Requirement:
Each line that contains the word "overflow" is to be copied from the records below.

Supplied material:
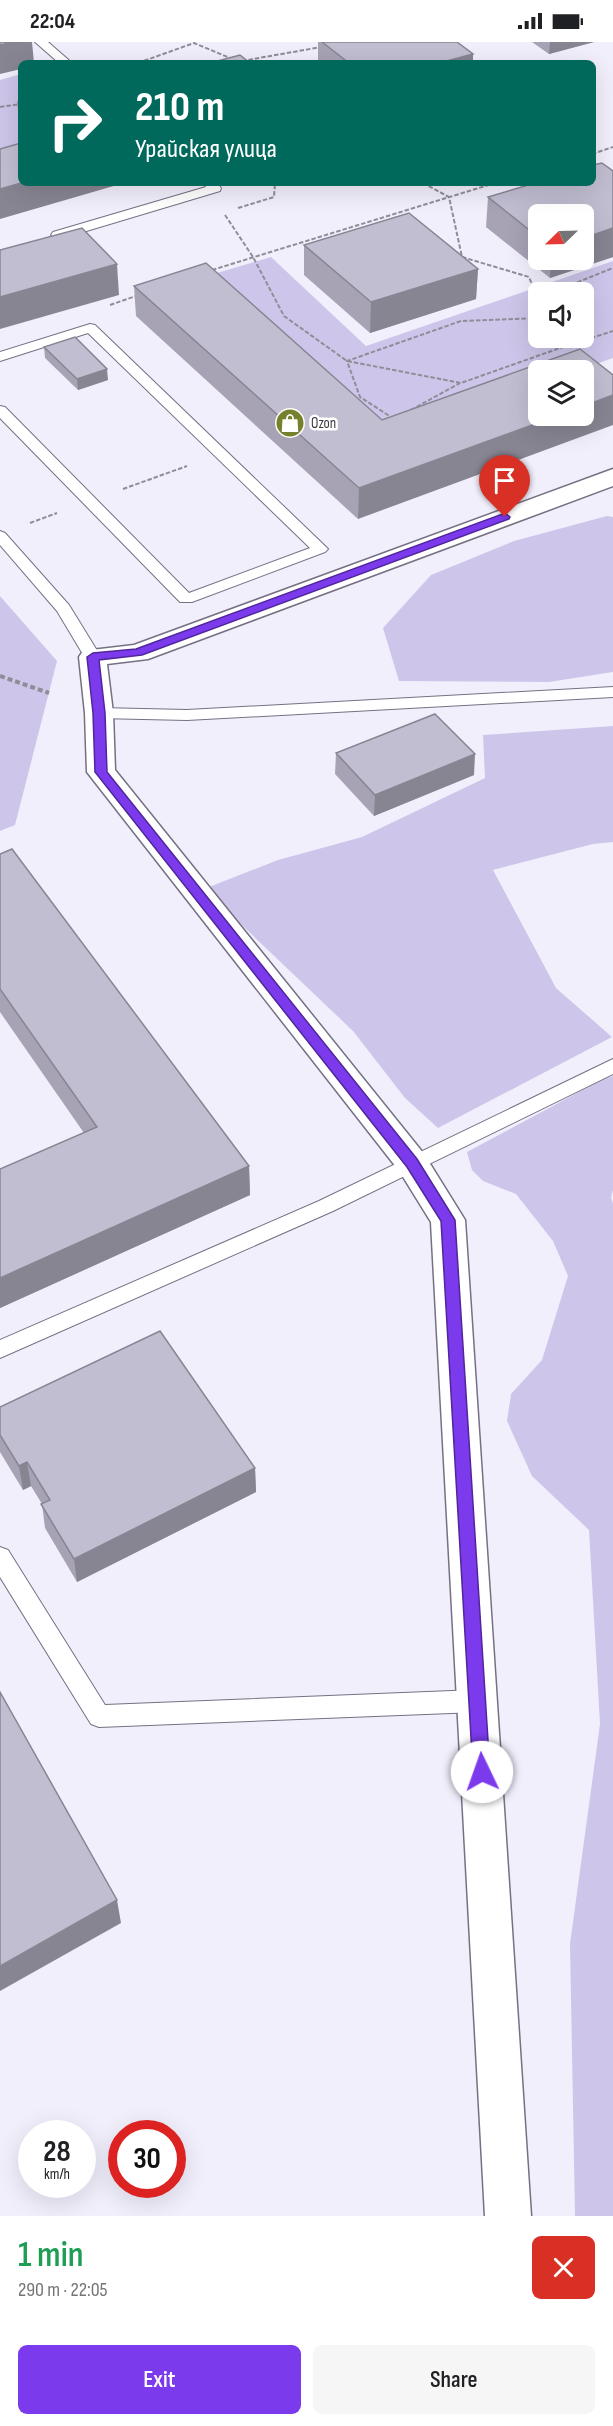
<!DOCTYPE html>
<html lang="en">
<head>
<meta charset="utf-8">
<style>
  body { margin:0; font-family:"Sofia Sans Condensed",sans-serif; background:#f6f6f6; color:#202124; height:100vh; display:flex; flex-direction:column; font-size:22px; white-space:nowrap }
  * { box-sizing:border-box; margin:0 }
  p { font-size:20px; color:#757577 }
  .icon { flex:none; width:33px; height:33px; fill:none; stroke:currentColor; stroke-width:2; stroke-linecap:round; stroke-linejoin:round }
  .map { position:relative; height:2174px; overflow:hidden }
  .sheet { display:flex; flex-direction:column; background:#fff; flex:1 }
  .sheet>* { flex:none }
  .top-card { position:absolute; left:18px; top:18px; width:578px; height:126px; border-radius:9px; box-shadow:0 6px 24px #0002; background:#00695c; color:#fff; overflow:hidden }
  .needle { width:39px; rotate:247deg }
  .buttons { position:absolute; left:528px; top:162px; display:grid; gap:12px }
  .buttons a { display:grid; place-items:center; width:66px; height:66px; border-radius:9px; background:#fff; box-shadow:0 6px 24px #0002; font-size:30px }
  .speed { position:absolute; left:18px; top:2078px; display:flex; gap:12px; font-size:30px; font-weight:700; text-align:center }
  .speed>* { display:grid; place-content:center; width:78px; height:78px; border-radius:50%; background:#fff; box-shadow:0 6px 24px #0002; line-height:1 }
  .speed small { font-size:15px; font-weight:400 }
  .speed .limit { border:9px solid #d22; background:#fff; color:#111 }
  .pin { position:absolute; display:grid; place-items:center; width:51px; height:51px; color:#fff; margin:-62px -26px; border-radius:50% 50% 50% 0; rotate:-45deg; box-shadow:0 0 6px #0007 }
  .pin .icon { rotate:45deg }
  .me { position:absolute; width:66px; margin:-33px; rotate:357deg; stroke-linejoin:round; filter:drop-shadow(0 0 4px #0008) }
  .turn { display:flex; align-items:center; gap:21px; height:126px; padding:0 18px; font-size:27px }
  .turn .icon { width:78px; height:78px; stroke-width:2.5 }
  .turn b { display:block; font-size:42px; line-height:51px }
  .round { display:grid; place-items:center; flex:none; width:63px; height:63px; border-radius:9px; background:#f6f6f6 }
  .headline { display:flex; align-items:center; justify-content:space-between; height:102px; padding:0 18px }
  h1 { font-size:36px; font-weight:600; line-height:45px; color:#1e9e55 }
  .action { display:flex; gap:12px; margin-top:auto; padding:12px 18px }
  .action a { flex:1; height:69px; border-radius:9px; background:#7c3aed; color:#fff; font-size:24px; font-weight:600; line-height:69px; text-align:center }
  .action a+a { background:#f6f6f6; color:#202124 }
  .status { display:flex; justify-content:space-between; align-items:center; height:42px; padding:0 30px; background:#fff; direction:ltr }
  .status svg { height:16px; fill:currentColor }
  .map>svg:first-child { display:block }
</style>
</head>
<body>
<div class="status"><b>22:04</b><svg viewBox="0 0 49 12"><path d="M0 12V9h3v3zM5 12V6h3v6zM10 12V3h3v9zM15 12V0h3v12zM26 1h20v11H26zM47 4h2v5h-2z"/></svg></div>
<div class="map">
<svg width="613" height="2174" viewBox="0 0 613 2174">
  <rect width="100%" height="100%" fill="#f1effc"/>
  <g fill="#cec6ea" fill-rule="evenodd">
    <path d="M21,32V128L0,134V38Z"/>
    <path d="M271,215L366,304L613,219V316L579,328H538L380,402L200,236ZM538,250H584V296H538Z"/>
    <path d="M607,474L613,475V630L549,640L399,639L383,586L431,533L514,499Z"/>
    <path d="M0,554L57,619L15,783L0,789Z"/>
    <path d="M613,684V800L593,802L493,828L556,946L612,995L438,1086L405,1056L353,989L204,847L278,818L362,795L485,736L483,693Z"/>
    <path d="M613,1034V1148L611,1155L613,1162V2174H575L570,1902L600,1682L589,1488L532,1434L507,1379L511,1352L542,1318L568,1234L553,1199L516,1152L483,1139L472,1128L467,1110L605,1036Z"/>
  </g>
  <g fill="none" stroke-linecap="round" stroke-linejoin="round">
    <g stroke="#757183" stroke-width="2">
      <g id="lane">
        <path d="M35,0H48L72,21H59Z"/>
        <path d="M203,141H217L221,146L220,149L63,196L58,197L51,193L53,190L206,145Z"/>
        <path d="M90,282L95,283L325,504L328,507L325,510L192,560H180L0,376V364L5,365L189,551L310,506L88,291L0,319V310Z"/>
        <path d="M0,489L5,491L69,563L101,615L99,619H87L57,569L0,503Z"/>
        <path d="M613,645V655L187,678L99,676L93,675L91,671L93,667L99,666L187,668Z"/>
        <path d="M613,1017V1032L333,1169L0,1316V1298L319,1159Z"/>
        <path d="M0,1505L8,1508L105,1663L477,1648L485,1651L489,1659L485,1667L477,1670L99,1685L91,1682L0,1535Z"/>
      </g>
    </g>
    <g stroke="#757183" stroke-width="3">
      <path id="street" d="M613,427V444L148,617L107,622L113,671L115,728L424,1112L465,1178L531,2174H485L431,1180L400,1130L87,730L85,671L79,615L83,609L134,603Z"/>
    </g>
    <g stroke="#8f8d98" stroke-width="2" stroke-dasharray="4.5 2" stroke-linecap="butt">
      <path d="M242,19L321,5"/>
      <path d="M138,21L194,1L235,18"/>
      <path d="M0,65L21,62"/>
      <path d="M592,112L613,105"/>
      <path d="M423,141L449,155L462,215L529,235L538,257"/>
      <path d="M238,166L274,155L275,141"/>
      <path d="M225,173L253,215L284,274L347,319L461,341L560,306L555,296"/>
      <path d="M212,228L495,141"/>
      <path d="M553,250L613,226"/>
      <path d="M110,263L139,253"/>
      <path d="M560,306L613,289"/>
      <path d="M411,368L460,341"/>
      <path d="M394,377L360,355L347,319L461,279L538,276"/>
      <path d="M123,447L187,424"/>
      <path d="M30,481L57,471"/>
    </g>
    <path stroke="#8f8d98" stroke-width="4" stroke-dasharray="5 3" stroke-linecap="butt" d="M0,634L49,651"/>
    <use href="#lane" fill="#fff" fill-rule="evenodd"/>
    <use href="#street" fill="#fff" fill-rule="evenodd"/>
  </g>
  <g fill="#a7a3b5" fill-rule="evenodd">
    <path d="M318,0H457L473,21H318Z"/>
    <path d="M532,0H594L549,12Z"/>
    <path d="M21,58V73L18,70L17,59Z"/>
    <path d="M613,129V215L550,236L486,185L488,155ZM538,172L584,218H538Z"/>
    <path d="M304,203L478,227L476,257L370,291L304,233Z"/>
    <path d="M134,244L382,378L358,477L136,274Z"/>
    <path d="M44,305L108,338L78,348L45,316Z"/>
    <path d="M336,711L474,733L374,774L335,732Z"/>
    <path d="M0,812L249,1124L250,1153L0,1266V1127L84,1091L0,970Z"/>
    <path d="M0,1365L255,1426L256,1450L77,1540L45,1486L42,1462L31,1444L23,1448L0,1410Z"/>
  </g>
  <g fill="#888593">
    <path d="M11,0H32L34,21H21V27L0,32V3Z"/>
    <path d="M550,0H594L549,12Z"/>
    <path d="M473,12V21H439Z"/>
    <path d="M21,141H124L0,177V147Z"/>
    <path d="M613,186V215L550,236L551,218H584V196Z"/>
    <path d="M117,222L119,253L0,287V255Z"/>
    <path d="M478,227L476,257L370,291L371,260Z"/>
    <path d="M107,327L108,338L78,348L77,337Z"/>
    <path d="M613,353V383L358,477L359,446L557,374H584V364Z"/>
    <path d="M475,712L474,733L374,774L375,753Z"/>
    <path d="M249,1124L250,1153L0,1266V1236Z"/>
    <path d="M27,1420L31,1444L23,1448L19,1424Z"/>
    <path d="M255,1426L256,1450L77,1540L74,1517Z"/>
    <path d="M117,1858L121,1881L0,1949V1924Z"/>
  </g>
  <g fill="#c2bed2" stroke="#888593" stroke-width="1.5">
    <path d="M0,0H11L0,3Z"/>
    <path d="M322,0H457L473,12L439,21H349Z"/>
    <path d="M240,13L250,21H210Z"/>
    <path d="M21,101V141L0,147V107Z"/>
    <path d="M602,121L613,129V186L584,196V172H538V195L488,155L535,141H592V123Z"/>
    <path d="M409,171L478,227L371,260L304,203Z"/>
    <path d="M82,186L117,222L0,255V208Z"/>
    <path d="M206,221L382,378L580,307L613,333V353L584,364V328H538V374H557L359,446L134,244Z"/>
    <path d="M75,295L107,327L77,337L44,305Z"/>
    <path d="M435,672L475,712L375,753L336,711Z"/>
    <path d="M12,807L249,1124L0,1236V1127L97,1085L0,947V812Z"/>
    <path d="M160,1289L255,1426L74,1517L41,1462L50,1458L27,1420L19,1424L0,1393V1365Z"/>
    <path d="M0,1650L117,1858L0,1924Z"/>
  </g>
  <path fill="#7c3aed" stroke="#51269a" stroke-width="1.5" d="M505,471L510,475L509,477L142,613L99,618L105,671L107,730L417,1117L455,1178L490,1730L487,1735L482,1737L476,1735L473,1730L441,1179L407,1125L95,730L93,671L87,615L93,611L136,607Z"/>
  <defs>
    <g id="shop-disc" transform="scale(1.5)"><circle r="9.5" fill="#77812d" stroke="#fff"/><path d="M-5-2.5h2.3a2.7 3.5 0 0 1 5.4 0H5L5.5 6h-11ZM-1.5-2.5h3a1.5 2.3 0 0 0-3 0Z" fill="#fff"/></g>
  </defs>
  <g fill-rule="evenodd">
    <use href="#shop-disc" x="290" y="381"/>
  </g>
  <g text-anchor="middle" dominant-baseline="central" stroke-width="5" stroke-linejoin="round" paint-order="stroke">
    <g font-size="15" fill="#3b3942" stroke="#fff" text-anchor="start">
      <text x="311" y="381">Ozon</text>
    </g>
  </g>
</svg>
<div class="buttons">
<a><svg class="needle" viewBox="-14 -14 28 28"><path d="M0-13l5 13h-10z" fill="#e53935"/><path d="M0 13l5-13h-10z" fill="#757577"/></svg></a>
<a><svg class="icon" aria-label="sound" viewBox="0 0 24 24"><path d="M4 9h4l5-4v14l-5-4H4zM17 9q2 3 0 6"/></svg></a>
<a><svg class="icon" aria-label="layers" viewBox="0 0 24 24"><path d="M12 4l9 5-9 5-9-5zM3 14l9 5 9-5"/></svg></a>
</div>
<div class="speed"><div>28<small>km/h</small></div><div class="limit">30</div></div>
<div class="pin" style="left:505px;top:475px;background:#d93025"><svg class="icon" aria-label="arrive" viewBox="0 0 24 24"><path d="M6 21V4h12l-3 4 3 4H6"/></svg></div>
<svg class="me" style="left:482px;top:1730px" viewBox="-20 -20 40 40"><circle r="19" fill="#fff"/><path d="M0-13L10 11 0 6-10 11z" fill="#7c3aed"/></svg>
<div class="top-card">
<div class="turn"><svg class="icon" aria-label="right" viewBox="0 0 24 24"><path d="M7 20v-9h11M14 6l5 5-5 5"/></svg><div><b>210 m</b>Урайская улица</div></div>
</div>
</div>
<section class="sheet">
<div class="headline"><div><h1>1 min</h1><p>290 m · 22:05</p></div><a class="round" style="background:#d93025;color:#fff"><svg class="icon" aria-label="close" viewBox="0 0 24 24"><path d="M6 6l12 12M18 6L6 18"/></svg></a></div>
<div class="action"><a>Exit</a><a>Share</a></div>
</section>
</body>
</html>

Solution:
  .map { position:relative; height:2174px; overflow:hidden }
  .top-card { position:absolute; left:18px; top:18px; width:578px; height:126px; border-radius:9px; box-shadow:0 6px 24px #0002; background:#00695c; color:#fff; overflow:hidden }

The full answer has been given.